We are actively expanding SINQ with new features and integrations. Stay tuned here for the latest updates:

- [26/09/2025] - SINQ paper released on [**arXiv**](https://arxiv.org/abs/2509.22944)
- [30/09/2025] - SINQ GitHub repository made public  
- [02/10/2025] - SINQ paper featured on 🤗 [**Hugging Face Papers**](https://huggingface.co/papers/2509.22944)
- [17/10/2025] - First pre-quantized **SINQ models** available on 🤗[**Hugging Face Hub**](https://huggingface.co/huawei-csl)! 🆕 
- [23/10/2025] - Faster inference with gemlite backend (4-bit 1D tiling)
- 🔜 **Coming soon** - 🤗 Integration with **Hugging Face Transformers**  
- 🔜 **Coming soon** - Support for **Conv2D layers** and **timm models** for computer vision tasks  
- 🔜 **Work in progress** - Support for **mixed-precision quantization** (combine multiple bitwidths for optimal accuracy-efficiency balance)  
- 🔜 **Work in progress** - We’re actively working to provide support for popular frameworks such as <code>vLLM</code>, <code>SGLang</code>, and <code>llama.cpp</code>.
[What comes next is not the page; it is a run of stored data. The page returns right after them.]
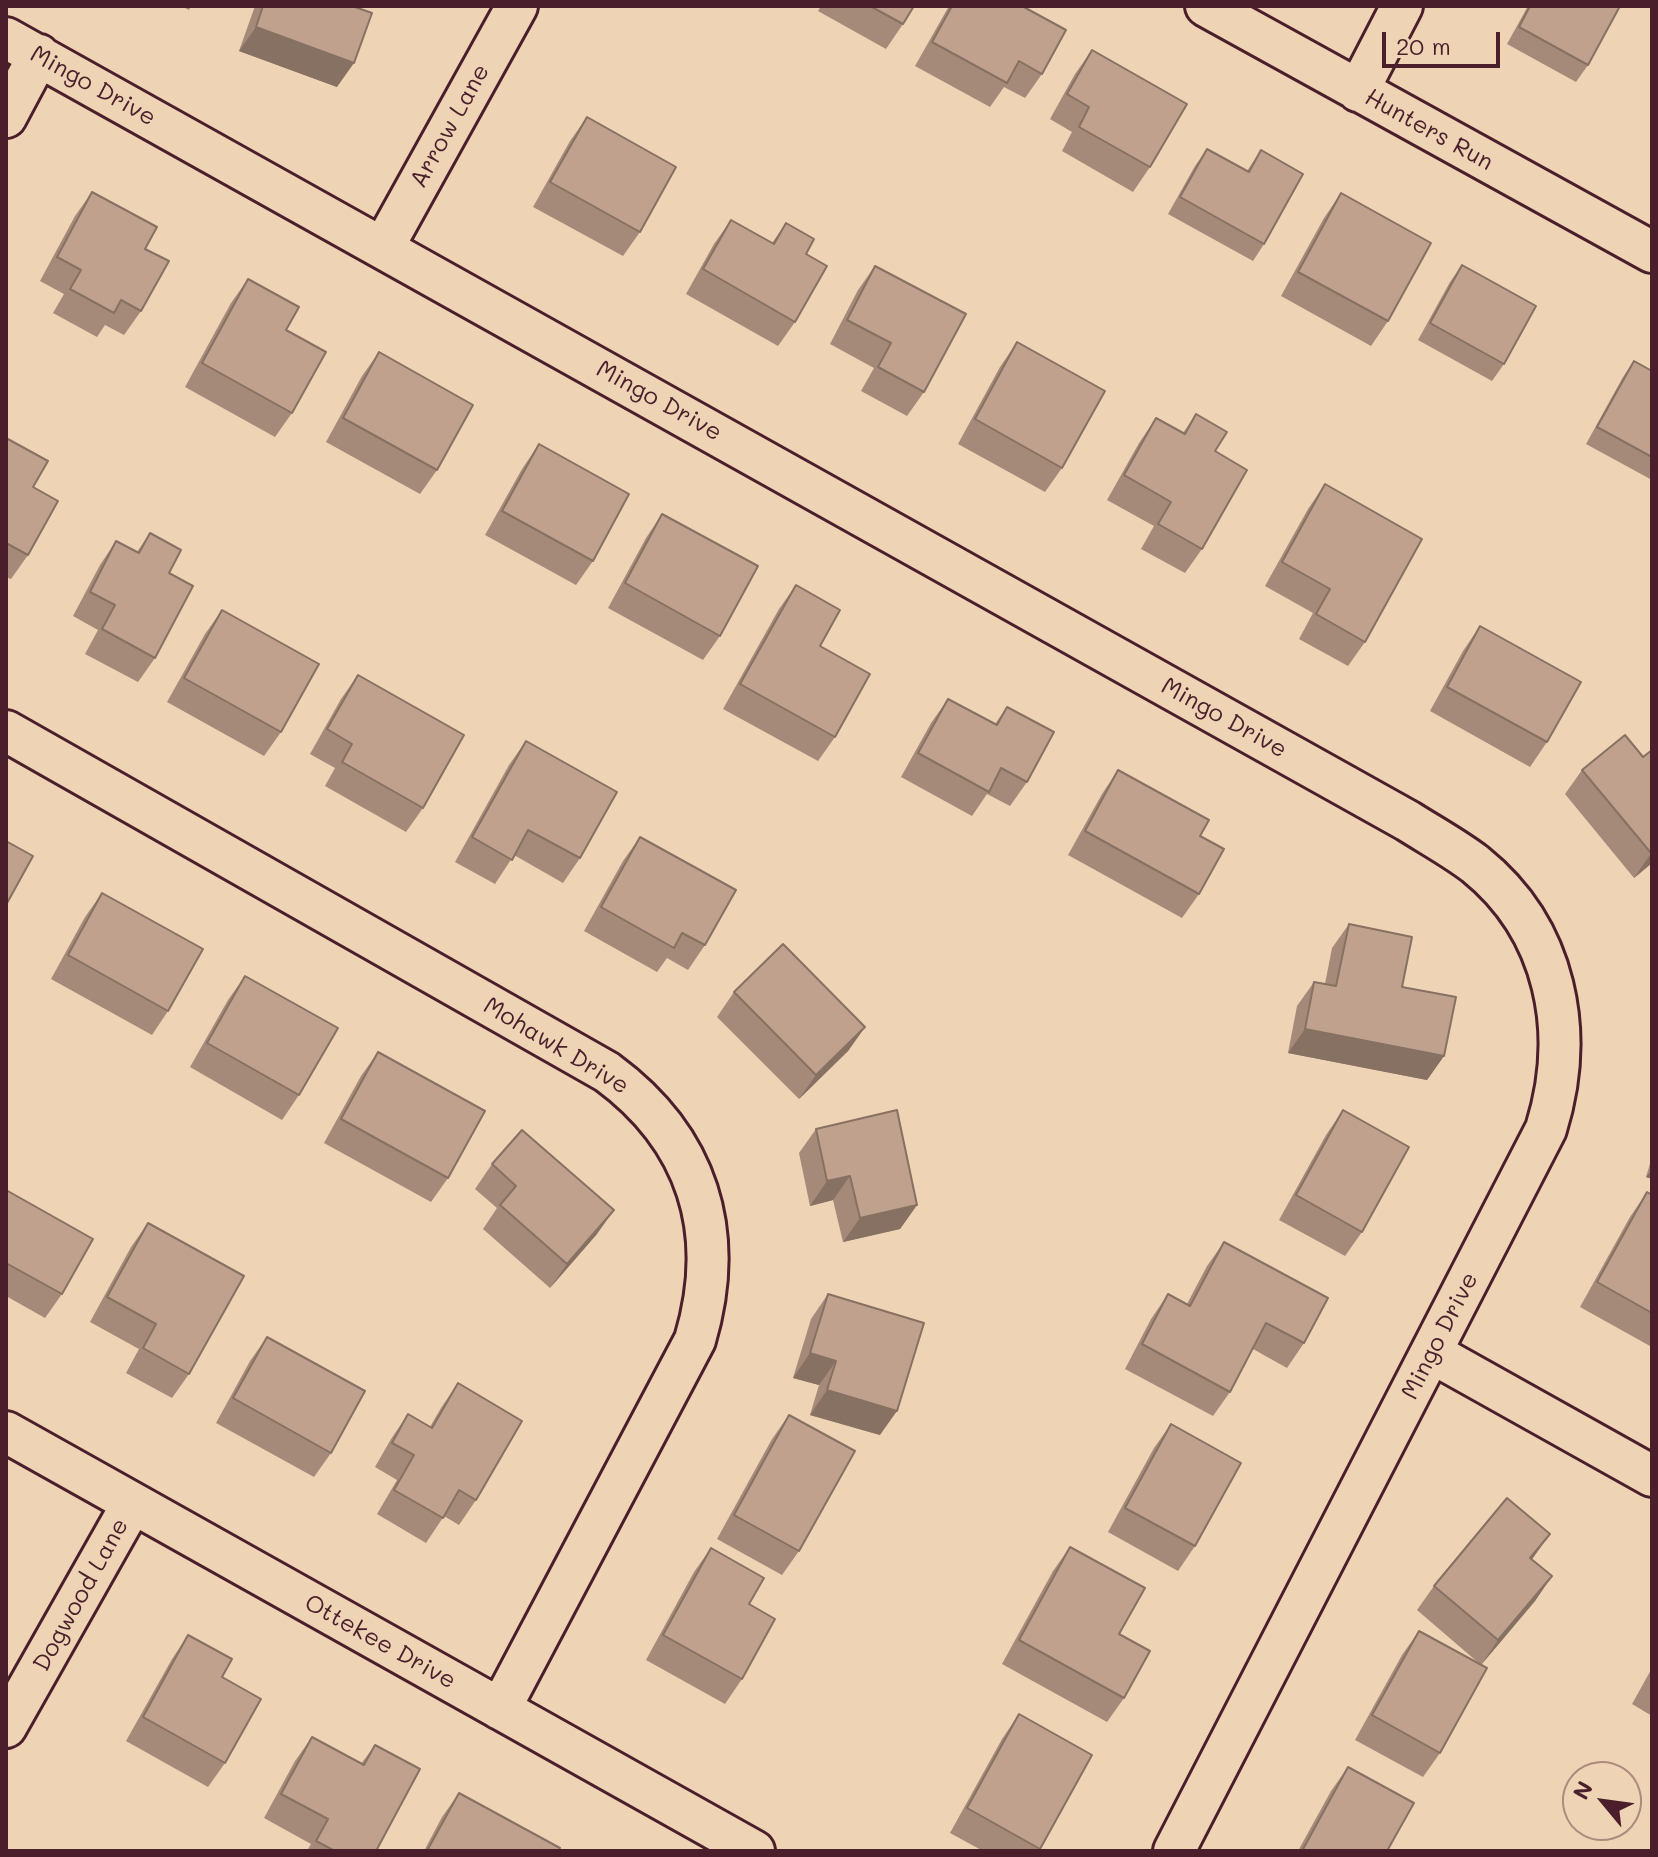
<!DOCTYPE html>
<html>
<head>
<meta charset="utf-8">
<style>
  body { margin:0 }
  #map { position:relative; width:1658px; height:1857px; overflow:hidden; background:#eed3b5; font-family:Mali,sans-serif }
  canvas { display:block }
  .frame { position:absolute; inset:0; border:8px solid #4a1f2b; pointer-events:none }
  .north { position:absolute; left:1562px; top:1761px; width:80px; height:80px; box-sizing:border-box; background:#eed3b5; border:2px solid #ac8b7e; border-radius:50%; rotate:299deg; font-size:22px; font-weight:700; line-height:32px; text-align:center; color:#4a1f2b }
  .north::after { content:''; display:block; margin:auto; width:28px; height:36px; background:#4a1f2b; clip-path:polygon(50% 0,100% 100%,50% 72%,0 100%) }
  .scale { position:absolute; left:1382px; top:32px; width:118px; height:36px; box-sizing:border-box; border:4px solid #4a1f2b; border-top:0; padding-left:10px; font-size:24px; line-height:28px; white-space:nowrap; color:#4a1f2b; -webkit-text-stroke:6px #eed3b5; paint-order:stroke }
</style>
</head>
<body>
<div id="map">
<canvas width="1658" height="1857"></canvas>
<div class="frame"></div>
<div class="north">N</div>
<div class="scale">20 m</div>
</div>
<script>
const c = document.querySelector('canvas').getContext('2d');
c.lineJoin = 'round';
function trace(path, color, width, dash) {
  c.strokeStyle = color;
  c.lineWidth = width;
  c.lineCap = dash ? 'butt' : 'round';
  c.setLineDash(dash || []);
  c.stroke(path);
}
function paint(path, color) {
  c.fillStyle = color;
  c.fill(path, 'evenodd');
}
function drawText(font, color, halo, rows, align = 'center') {
  c.font = font + ' Mali,sans-serif';
  c.lineWidth = 6;
  c.setLineDash([]);
  c.textBaseline = 'middle';
  c.strokeStyle = halo;
  c.fillStyle = color;
  for (const [text, x, y, turn = 0] of rows) {
    c.save();
    c.translate(x, y);
    c.rotate((+turn || 0) * Math.PI / 180);
    c.textAlign = isNaN(turn) ? turn : align;
    if (halo) c.strokeText(text, 0, 0);
    c.fillText(text, 0, 0);
    c.restore();
  }
}
const minor = new Path2D(`
  M 1206,6 L 1652,252
  M 6,38 L 1408,821 C 1430,835 1454,848 1475,864 C 1557,930 1576,1033 1546,1129 L 1174,1851
  M 1358,91 L 1402,6
  M 6,117 L 39,55
  M 384,246 L 517,6
  M 6,731 L 607,1072 C 698,1139 727,1232 695,1340 L 500,1709
  M 1432,1353 L 1652,1476
  M 6,1432 L 754,1851
  M 6,1727 L 132,1504`);
trace(minor, '#4a1f2b', 46);
trace(minor, '#eed3b5', 40);
paint(new Path2D(`
  M 181,6 L 191,6 L 189,10 Z
  M 255,6 L 352,6 L 337,87 L 239,51 Z
  M 821,6 L 914,6 L 903,24 L 886,49 L 818,11 Z
  M 949,6 L 1022,6 L 1042,74 L 1025,98 L 1004,87 L 990,107 L 915,66 Z
  M 1528,6 L 1620,6 L 1588,65 L 1576,82 L 1507,44 Z
  M 1092,50 L 1150,167 L 1133,192 L 1062,151 L 1072,132 L 1050,119 L 1075,74 Z
  M 587,117 L 640,232 L 623,256 L 533,207 L 570,141 Z
  M 1207,149 L 1247,171 L 1261,150 L 1264,244 L 1253,261 L 1168,214 L 1195,166 Z
  M 92,192 L 145,249 L 141,311 L 124,335 L 105,325 L 97,337 L 53,313 L 64,294 L 40,281 L 75,216 Z
  M 1341,193 L 1388,321 L 1371,346 L 1281,296 L 1324,218 Z
  M 731,220 L 772,243 L 786,223 L 806,254 L 795,322 L 778,346 L 686,294 L 714,244 Z
  M 1462,265 L 1504,364 L 1492,381 L 1418,340 L 1450,282 Z
  M 875,266 L 924,392 L 907,416 L 861,391 L 874,368 L 830,344 L 858,290 Z
  M 248,279 L 286,330 L 292,413 L 275,437 L 185,387 L 231,303 Z
  M 1017,342 L 1062,468 L 1045,492 L 958,444 L 1000,367 Z
  M 379,352 L 437,470 L 420,494 L 326,442 L 362,376 Z
  M 1634,361 L 1652,371 L 1652,480 L 1586,444 L 1623,377 Z
  M 1196,414 L 1215,451 L 1202,549 L 1185,573 L 1141,549 L 1154,526 L 1107,500 L 1139,443 L 1156,418 L 1183,433 Z
  M 6,438 L 33,487 L 28,555 L 11,579 L 6,577 Z
  M 539,444 L 593,561 L 576,585 L 485,535 L 522,469 Z
  M 1325,484 L 1365,642 L 1348,666 L 1299,639 L 1313,613 L 1265,586 L 1308,509 Z
  M 662,514 L 720,636 L 703,660 L 608,608 L 646,538 Z
  M 150,533 L 169,573 L 155,658 L 138,682 L 85,654 L 98,630 L 73,616 L 100,565 L 116,541 L 137,552 Z
  M 796,585 L 820,646 L 835,737 L 818,761 L 723,709 L 779,609 Z
  M 222,610 L 281,732 L 264,756 L 167,702 L 205,634 Z
  M 1480,626 L 1547,742 L 1530,767 L 1430,711 L 1463,651 Z
  M 358,675 L 423,808 L 406,832 L 325,786 L 335,768 L 310,754 L 341,699 Z
  M 948,699 L 995,724 L 1007,707 L 1027,782 L 1010,806 L 987,794 L 972,816 L 901,777 L 931,723 Z
  M 526,741 L 580,858 L 563,883 L 514,855 L 495,884 L 455,862 L 509,765 Z
  M 1643,757 L 1652,863 L 1634,878 L 1565,794 L 1582,770 Z
  M 1118,770 L 1200,836 L 1199,894 L 1182,918 L 1068,855 L 1102,794 Z
  M 640,837 L 705,945 L 688,970 L 667,958 L 657,972 L 584,931 L 623,861 Z
  M 102,893 L 168,1011 L 152,1035 L 51,979 L 85,917 Z
  M 1349,924 L 1444,1056 L 1427,1080 L 1288,1053 L 1297,1006 L 1314,982 L 1325,984 L 1332,948 Z
  M 245,976 L 299,1095 L 282,1120 L 190,1067 L 228,1000 Z
  M 734,992 L 865,1027 L 848,1051 L 799,1099 L 717,1017 Z
  M 378,1052 L 448,1178 L 431,1202 L 324,1143 L 361,1076 Z
  M 1343,1110 L 1362,1232 L 1345,1256 L 1279,1220 L 1326,1135 Z
  M 816,1129 L 917,1205 L 900,1229 L 843,1242 L 833,1200 L 810,1206 L 799,1153 Z
  M 1652,1157 L 1652,1179 L 1646,1177 Z
  M 492,1164 L 597,1234 L 550,1288 L 483,1229 L 497,1208 L 475,1189 Z
  M 6,1190 L 62,1294 L 45,1318 L 6,1296 Z
  M 1647,1192 L 1652,1195 L 1652,1343 L 1650,1346 L 1580,1307 L 1630,1217 Z
  M 148,1223 L 189,1374 L 172,1398 L 126,1373 L 139,1349 L 90,1322 L 131,1247 Z
  M 1224,1242 L 1304,1343 L 1287,1368 L 1253,1349 L 1230,1392 L 1213,1416 L 1125,1369 L 1151,1319 L 1168,1294 L 1187,1304 L 1207,1266 Z
  M 828,1294 L 880,1435 L 810,1415 L 819,1385 L 793,1378 L 811,1319 Z
  M 267,1337 L 331,1453 L 314,1477 L 216,1423 L 250,1361 Z
  M 458,1383 L 476,1500 L 459,1525 L 444,1516 L 426,1543 L 377,1514 L 397,1480 L 375,1467 L 391,1439 L 408,1414 L 430,1427 L 441,1408 Z
  M 789,1415 L 799,1551 L 782,1575 L 717,1539 L 772,1439 Z
  M 1171,1424 L 1195,1546 L 1178,1571 L 1108,1532 L 1154,1448 Z
  M 1070,1547 L 1119,1634 L 1124,1698 L 1107,1722 L 1002,1664 L 1053,1571 Z
  M 711,1548 L 749,1604 L 742,1679 L 725,1704 L 646,1660 L 694,1572 Z
  M 1532,1560 L 1552,1576 L 1535,1601 L 1481,1665 L 1417,1610 L 1434,1586 Z
  M 1419,1631 L 1440,1753 L 1423,1777 L 1355,1740 L 1402,1655 Z
  M 188,1635 L 222,1677 L 225,1763 L 208,1787 L 126,1741 L 172,1659 Z
  M 1652,1668 L 1652,1716 L 1632,1704 Z
  M 1019,1714 L 1092,1755 L 1039,1851 L 983,1851 L 950,1833 L 1002,1739 Z
  M 312,1737 L 361,1764 L 375,1745 L 376,1851 L 307,1851 L 311,1844 L 264,1818 L 295,1761 Z
  M 1348,1767 L 1387,1851 L 1298,1851 L 1331,1791 Z
  M 459,1793 L 558,1851 L 424,1851 L 442,1817 Z`), '#a58a7a');
paint(new Path2D(`
  M 256,27 L 354,63 L 337,87 L 239,51 Z
  M 1652,852 L 1652,863 L 1634,878 Z
  M 865,1027 L 848,1051 L 799,1099 L 816,1075 Z
  M 1305,1029 L 1444,1056 L 1427,1080 L 1288,1053 Z
  M 1652,1169 L 1652,1179 L 1646,1177 Z
  M 850,1176 L 833,1200 L 810,1206 L 827,1181 Z
  M 917,1205 L 900,1229 L 843,1242 L 860,1218 Z
  M 614,1210 L 597,1234 L 550,1288 L 567,1264 Z
  M 810,1353 L 836,1361 L 819,1385 L 793,1378 Z
  M 827,1390 L 897,1411 L 880,1435 L 810,1415 Z
  M 1550,1534 L 1533,1558 L 1513,1582 L 1530,1558 Z
  M 1552,1576 L 1535,1601 L 1481,1665 L 1498,1640 Z`), '#867163');
const building = new Path2D(`
  M 263,6 L 352,6 L 372,13 L 354,63 L 256,27 Z
  M 870,6 L 914,6 L 903,24 Z
  M 952,6 L 1022,6 L 1066,30 L 1042,74 L 1019,61 L 1007,83 L 932,42 Z
  M 1530,6 L 1620,6 L 1588,65 L 1519,27 Z
  M 1092,50 L 1187,104 L 1150,167 L 1079,127 L 1089,107 L 1067,94 Z
  M 587,117 L 676,167 L 640,232 L 550,182 Z
  M 1207,149 L 1249,172 L 1261,150 L 1303,174 L 1264,244 L 1180,197 Z
  M 92,192 L 157,227 L 145,249 L 169,261 L 141,311 L 121,300 L 114,313 L 70,289 L 81,270 L 57,257 Z
  M 1341,193 L 1431,243 L 1388,321 L 1298,272 Z
  M 731,220 L 774,244 L 786,223 L 814,239 L 806,254 L 827,266 L 795,322 L 703,269 Z
  M 1462,265 L 1536,306 L 1504,364 L 1430,323 Z
  M 875,266 L 966,314 L 924,392 L 878,367 L 891,343 L 847,320 Z
  M 248,279 L 299,307 L 286,330 L 326,352 L 292,413 L 202,363 Z
  M 1017,342 L 1105,391 L 1062,468 L 975,419 Z
  M 379,352 L 473,405 L 437,470 L 343,418 Z
  M 1634,361 L 1652,371 L 1652,457 L 1597,427 Z
  M 1196,414 L 1227,432 L 1215,451 L 1247,470 L 1202,549 L 1158,524 L 1171,502 L 1124,475 L 1156,418 L 1185,434 Z
  M 6,438 L 48,461 L 33,487 L 58,501 L 28,555 L 6,543 Z
  M 539,444 L 629,494 L 593,561 L 502,511 Z
  M 1325,484 L 1422,539 L 1365,642 L 1316,614 L 1330,589 L 1282,562 Z
  M 662,514 L 758,566 L 720,636 L 625,583 Z
  M 150,533 L 181,550 L 169,573 L 193,586 L 155,658 L 102,629 L 115,605 L 90,592 L 116,541 L 139,553 Z
  M 796,585 L 840,610 L 820,646 L 870,674 L 835,737 L 740,684 Z
  M 222,610 L 319,664 L 281,732 L 184,678 Z
  M 1480,626 L 1581,682 L 1547,742 L 1447,687 Z
  M 358,675 L 464,735 L 423,808 L 342,762 L 352,744 L 327,729 Z
  M 948,699 L 997,725 L 1007,707 L 1054,732 L 1027,782 L 1001,768 L 989,792 L 918,753 Z
  M 1625,735 L 1643,757 L 1652,750 L 1652,852 L 1651,853 L 1582,770 Z
  M 526,741 L 617,792 L 580,858 L 528,830 L 512,860 L 472,837 Z
  M 1118,770 L 1209,820 L 1200,836 L 1224,849 L 1199,894 L 1085,831 Z
  M 640,837 L 736,890 L 705,945 L 682,933 L 674,948 L 601,907 Z
  M 6,841 L 33,856 L 6,905 Z
  M 102,893 L 203,949 L 168,1011 L 68,955 Z
  M 1349,924 L 1412,937 L 1402,987 L 1456,997 L 1444,1056 L 1305,1029 L 1314,982 L 1336,986 Z
  M 783,944 L 865,1027 L 816,1075 L 734,992 Z
  M 245,976 L 338,1028 L 299,1095 L 207,1043 Z
  M 378,1052 L 485,1111 L 448,1178 L 341,1119 Z
  M 897,1110 L 917,1205 L 860,1218 L 850,1176 L 827,1181 L 816,1129 Z
  M 1343,1110 L 1409,1147 L 1362,1232 L 1296,1195 Z
  M 522,1130 L 614,1210 L 567,1264 L 500,1205 L 516,1186 L 492,1164 Z
  M 6,1190 L 93,1239 L 62,1294 L 6,1263 Z
  M 1647,1192 L 1652,1195 L 1652,1313 L 1597,1282 Z
  M 148,1223 L 244,1276 L 189,1374 L 143,1348 L 156,1324 L 107,1297 Z
  M 1224,1242 L 1328,1298 L 1304,1343 L 1266,1323 L 1230,1392 L 1142,1344 L 1168,1294 L 1190,1306 Z
  M 828,1294 L 924,1323 L 897,1411 L 827,1390 L 836,1361 L 810,1353 Z
  M 267,1337 L 365,1391 L 331,1453 L 233,1398 Z
  M 458,1383 L 522,1421 L 476,1500 L 459,1490 L 443,1518 L 394,1490 L 414,1455 L 392,1443 L 408,1414 L 432,1428 Z
  M 789,1415 L 855,1451 L 799,1551 L 734,1515 Z
  M 1171,1424 L 1241,1463 L 1195,1546 L 1125,1508 Z
  M 1507,1498 L 1550,1534 L 1530,1558 L 1552,1576 L 1498,1640 L 1434,1586 Z
  M 1070,1547 L 1145,1588 L 1119,1634 L 1150,1651 L 1124,1698 L 1019,1640 Z
  M 711,1548 L 764,1578 L 749,1604 L 775,1619 L 742,1679 L 663,1635 Z
  M 1419,1631 L 1487,1668 L 1440,1753 L 1372,1715 Z
  M 188,1635 L 232,1659 L 222,1677 L 261,1699 L 225,1763 L 143,1717 Z
  M 1019,1714 L 1092,1755 L 1040,1849 L 967,1808 Z
  M 312,1737 L 364,1765 L 375,1745 L 420,1769 L 376,1851 L 335,1851 L 316,1841 L 328,1819 L 281,1794 Z
  M 1348,1767 L 1414,1803 L 1387,1851 L 1302,1851 Z
  M 459,1793 L 560,1848 L 558,1851 L 433,1851 L 428,1849 Z`);
paint(building, '#c0a18e');
trace(building, '#867163', 2);
drawText('24px', '#4a1f2b', '#eed3b5', [
  ["Mingo Drive",93,86,29],
  ["Arrow Lane",450,126,-61],
  ["Hunters Run",1429,130,29],
  ["Mingo Drive",659,401,29],
  ["Mingo Drive",1224,718,29],
  ["Mohawk Drive",556,1046,31],
  ["Mingo Drive",1440,1336,-63],
  ["Dogwood Lane",81,1595,-61],
  ["Ottekee Drive",380,1642,29]
]);
</script>
</body>
</html>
## 6. How to Cite This Work

If you find **SINQ** useful in your research or applications, please cite our <a href="http://arxiv.org/abs/2509.22944" target="_blank"><strong>paper</strong></a>:

```bibtex
@misc{muller2025sinq,
      title={SINQ: Sinkhorn-Normalized Quantization for Calibration-Free Low-Precision LLM Weights}, 
      author={Lorenz K. Muller and Philippe Bich and Jiawei Zhuang and Ahmet Celik and Luca Benfenati and Lukas Cavigelli},
      year={2025},
      eprint={2509.22944},
      archivePrefix={arXiv},
      primaryClass={cs.LG},
      url={http://arxiv.org/abs/2509.22944}
}
```


## 7. Related Repositories

This project builds upon and extends the excellent work from the following open-source projects:

- [**Qwen3-Quantization**](https://github.com/Efficient-ML/Qwen3-Quantization) - Base implementation and evaluation scripts for Qwen3 quantization.  
- [**HQQ**](https://github.com/mobiusml/hqq) - High-quality calibration-free quantization baseline.

📜 You can find their original licenses in the corresponding `LICENSE` files in these repositories.